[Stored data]
.....

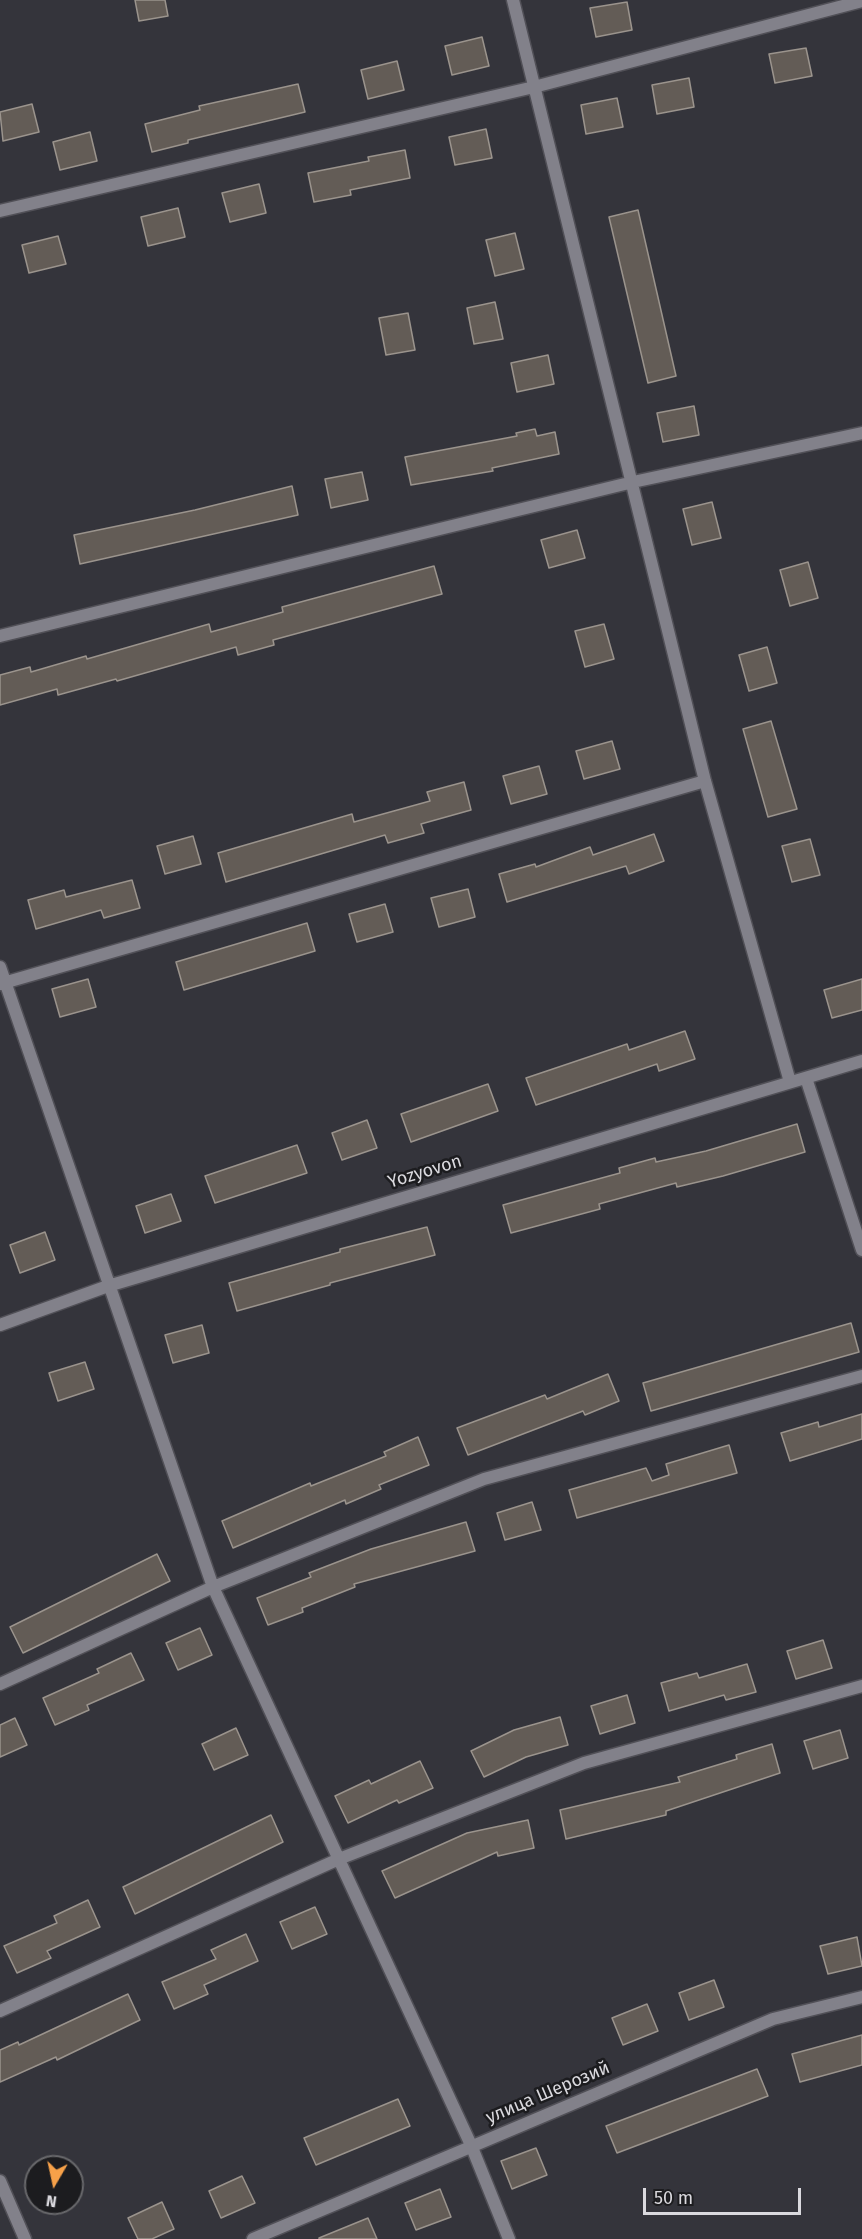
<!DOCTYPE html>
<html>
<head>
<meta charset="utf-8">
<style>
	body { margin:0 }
	#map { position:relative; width:862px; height:2239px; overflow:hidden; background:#34343b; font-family:"Fira Sans",sans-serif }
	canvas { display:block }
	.north { position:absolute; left:24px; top:2155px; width:60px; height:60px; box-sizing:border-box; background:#1c1c1f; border:2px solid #68686b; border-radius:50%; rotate:189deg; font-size:16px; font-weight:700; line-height:24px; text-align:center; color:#dad9de }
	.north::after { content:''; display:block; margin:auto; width:21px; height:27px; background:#f7a149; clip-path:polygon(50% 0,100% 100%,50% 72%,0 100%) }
	.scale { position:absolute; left:643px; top:2188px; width:158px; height:27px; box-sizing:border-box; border:3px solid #dad9de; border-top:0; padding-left:8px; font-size:18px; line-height:21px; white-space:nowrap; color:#dad9de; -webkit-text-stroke:4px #1c1c1f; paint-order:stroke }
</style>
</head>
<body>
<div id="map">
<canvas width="862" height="2239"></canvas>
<div class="north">N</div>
<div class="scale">50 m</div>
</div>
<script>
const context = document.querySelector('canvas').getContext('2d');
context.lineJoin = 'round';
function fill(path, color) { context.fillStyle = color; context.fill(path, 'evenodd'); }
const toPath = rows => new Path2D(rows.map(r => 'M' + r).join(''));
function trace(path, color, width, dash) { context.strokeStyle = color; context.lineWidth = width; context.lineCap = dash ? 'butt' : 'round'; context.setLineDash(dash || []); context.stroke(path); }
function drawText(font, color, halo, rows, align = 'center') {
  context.font = font + ' "Fira Sans",sans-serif'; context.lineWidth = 5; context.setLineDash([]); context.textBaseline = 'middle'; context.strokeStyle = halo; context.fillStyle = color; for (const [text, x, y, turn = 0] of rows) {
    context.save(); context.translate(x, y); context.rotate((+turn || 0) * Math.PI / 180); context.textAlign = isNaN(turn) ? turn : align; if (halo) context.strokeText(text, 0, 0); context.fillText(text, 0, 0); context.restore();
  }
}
const building = toPath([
	[135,0,165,0,168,16,139,21,135,0],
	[627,2,632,30,596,37,590,8,627,2],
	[482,37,489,66,452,75,445,46,482,37],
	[806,48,812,76,775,83,769,54,806,48],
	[397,61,404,90,368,99,361,70,397,61],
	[689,78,694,107,657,114,652,85,689,78],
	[298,84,305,112,188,140,188,143,152,152,145,124,200,110,199,106,298,84],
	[617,98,623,127,586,134,581,105,617,98],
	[32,104,39,132,3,141,0,112,32,104],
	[486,129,492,158,455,165,449,137,486,129],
	[90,132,97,161,60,170,53,142,90,132],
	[405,150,410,178,350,190,351,195,314,202,308,173,369,161,368,157,405,150],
	[259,184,266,213,230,222,222,193,259,184],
	[178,208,185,237,148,246,141,217,178,208],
	[638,210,676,376,648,383,609,217,638,210],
	[515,233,524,269,495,276,486,240,515,233],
	[58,236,66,264,29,273,22,245,58,236],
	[495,302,503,339,474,344,467,308,495,302],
	[408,313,415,350,386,355,379,318,408,313],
	[548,355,554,384,517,392,511,363,548,355],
	[694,406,699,435,663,442,657,413,694,406],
	[535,429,537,436,555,432,559,454,492,468,493,471,411,485,405,457,517,436,516,433,535,429],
	[362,472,368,500,331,508,325,479,362,472],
	[292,486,298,515,80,564,74,535,195,510,292,486],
	[712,502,721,538,692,545,683,509,712,502],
	[577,530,585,558,549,568,541,540,577,530],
	[808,562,818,598,790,606,780,570,808,562],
	[434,566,442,594,273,640,274,645,238,655,236,647,117,681,116,679,58,695,57,689,0,705,0,675,30,667,31,672,86,656,87,659,209,624,211,632,283,612,282,607,434,566],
	[604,624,614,659,585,667,575,631,604,624],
	[767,647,777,683,749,691,739,655,767,647],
	[771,721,797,809,768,817,743,729,771,721],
	[612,741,620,769,584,779,576,751,612,741],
	[539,766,547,794,511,804,503,776,539,766],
	[464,782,471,810,421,824,424,833,388,843,385,835,226,882,218,853,352,814,354,822,430,801,427,792,464,782],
	[654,834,664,861,629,874,626,866,507,902,499,874,535,864,536,867,590,847,593,855,654,834],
	[193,836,201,864,165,874,157,846,193,836],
	[810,839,820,875,792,882,782,846,810,839],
	[132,880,140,908,104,918,101,910,36,929,28,900,64,890,66,897,132,880],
	[468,889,475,917,439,927,431,898,468,889],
	[385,904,393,932,357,942,349,914,385,904],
	[307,923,315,951,184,990,176,962,307,923],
	[88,979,96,1007,60,1017,52,989,88,979],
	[862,979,862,1010,832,1018,824,990,862,979],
	[685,1031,695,1059,659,1071,657,1064,536,1105,526,1078,627,1044,629,1050,685,1031],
	[488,1084,498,1111,411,1142,401,1114,488,1084],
	[367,1120,377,1148,342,1160,332,1133,367,1120],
	[797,1124,805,1152,723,1176,677,1187,676,1183,599,1204,600,1209,511,1233,503,1205,620,1173,619,1168,655,1158,656,1162,706,1151,797,1124],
	[297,1145,307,1173,215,1203,205,1176,297,1145],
	[171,1194,181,1221,145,1233,136,1206,171,1194],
	[427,1227,435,1255,330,1283,330,1285,237,1311,229,1283,340,1252,340,1249,427,1227],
	[45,1232,55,1260,20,1273,10,1245,45,1232],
	[851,1323,859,1352,651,1411,643,1383,851,1323],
	[202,1325,209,1353,173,1363,165,1335,202,1325],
	[85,1362,94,1389,58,1401,49,1373,85,1362],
	[608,1374,619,1401,585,1415,583,1411,468,1455,457,1428,545,1395,547,1399,608,1374],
	[862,1414,862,1439,790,1461,781,1433,818,1422,819,1427,862,1414],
	[418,1437,429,1465,379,1485,381,1489,346,1504,345,1500,233,1548,222,1521,310,1483,311,1486,386,1456,384,1452,418,1437],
	[729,1445,737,1473,577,1518,569,1490,646,1468,652,1481,669,1475,666,1464,729,1445],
	[532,1502,541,1530,505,1540,497,1513,532,1502],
	[466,1522,475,1551,354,1584,355,1587,302,1608,303,1612,268,1625,257,1598,311,1577,309,1573,371,1549,466,1522],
	[157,1554,170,1581,23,1653,10,1627,157,1554],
	[200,1628,212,1655,178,1670,166,1643,200,1628],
	[823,1640,832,1668,796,1679,787,1651,823,1640],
	[131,1653,144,1680,87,1705,89,1710,55,1725,43,1698,99,1673,97,1669,131,1653],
	[747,1664,756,1692,726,1700,724,1695,669,1711,661,1683,697,1673,699,1678,747,1664],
	[627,1695,635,1723,600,1734,591,1706,627,1695],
	[560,1717,568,1745,526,1757,484,1777,471,1751,514,1730,560,1717],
	[15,1718,27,1745,0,1757,0,1725,15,1718],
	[236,1728,248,1755,214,1770,202,1744,236,1728],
	[840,1730,848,1758,813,1769,804,1741,840,1730],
	[772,1744,780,1773,666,1811,666,1815,566,1839,560,1810,680,1782,678,1777,737,1759,736,1755,772,1744],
	[420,1761,433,1788,399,1803,397,1800,348,1823,335,1796,369,1780,371,1784,420,1761],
	[271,1815,283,1842,135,1914,123,1887,271,1815],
	[528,1820,534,1848,498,1856,497,1852,395,1898,382,1871,467,1833,528,1820],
	[88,1900,100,1927,47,1951,51,1958,17,1973,4,1946,57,1923,54,1916,88,1900],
	[315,1907,327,1934,292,1949,280,1922,315,1907],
	[246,1934,258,1961,204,1985,208,1994,174,2009,162,1982,216,1959,211,1950,246,1934],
	[857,1937,862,1966,828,1974,820,1946,857,1937],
	[714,1980,724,2007,689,2020,679,1993,714,1980],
	[128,1994,140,2020,57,2060,56,2057,0,2082,0,2050,18,2042,19,2045,128,1994],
	[647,2004,658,2031,623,2045,612,2018,647,2004],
	[862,2035,862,2065,800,2082,792,2054,862,2035],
	[757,2069,768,2096,617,2153,606,2126,757,2069],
	[398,2099,410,2126,316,2165,304,2138,398,2099],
	[536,2148,547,2175,512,2189,501,2161,536,2148],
	[242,2176,255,2203,221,2218,209,2191,242,2176],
	[440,2189,451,2217,416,2230,405,2203,440,2189],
	[162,2202,174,2229,152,2239,138,2239,128,2218,162,2202],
	[368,2218,377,2239,319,2239,319,2238,368,2218]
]);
const minor = toPath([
	[513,0,705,781,790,1082],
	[0,211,534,87,862,1],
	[0,636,633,482,862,433],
	[0,967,213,1587,471,2145,509,2239],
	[0,984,705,781],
	[806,1078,862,1250],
	[0,1325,108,1286,862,1061],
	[0,1684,213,1587,484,1479,862,1376],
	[0,2011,339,1859,584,1763,862,1686],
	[0,2181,25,2239],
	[253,2239,773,2019,862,1997]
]);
const streetNames = [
	["Yozyovon",425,1172,-17],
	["улица Шерозий",548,2093,-23]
];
fill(building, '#635c56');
trace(building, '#9b948d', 1.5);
trace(minor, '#515057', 15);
trace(minor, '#82818a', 12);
drawText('18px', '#dad9de', '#1c1c1f', streetNames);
</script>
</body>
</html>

.....

> _What you are asked to do_
Which lines of the data contain "fillStyle"? Copy them all.

> _Expected answer_
function fill(path, color) { context.fillStyle = color; context.fill(path, 'evenodd'); }
  context.font = font + ' "Fira Sans",sans-serif'; context.lineWidth = 5; context.setLineDash([]); context.textBaseline = 'middle'; context.strokeStyle = halo; context.fillStyle = color; for (const [text, x, y, turn = 0] of rows) {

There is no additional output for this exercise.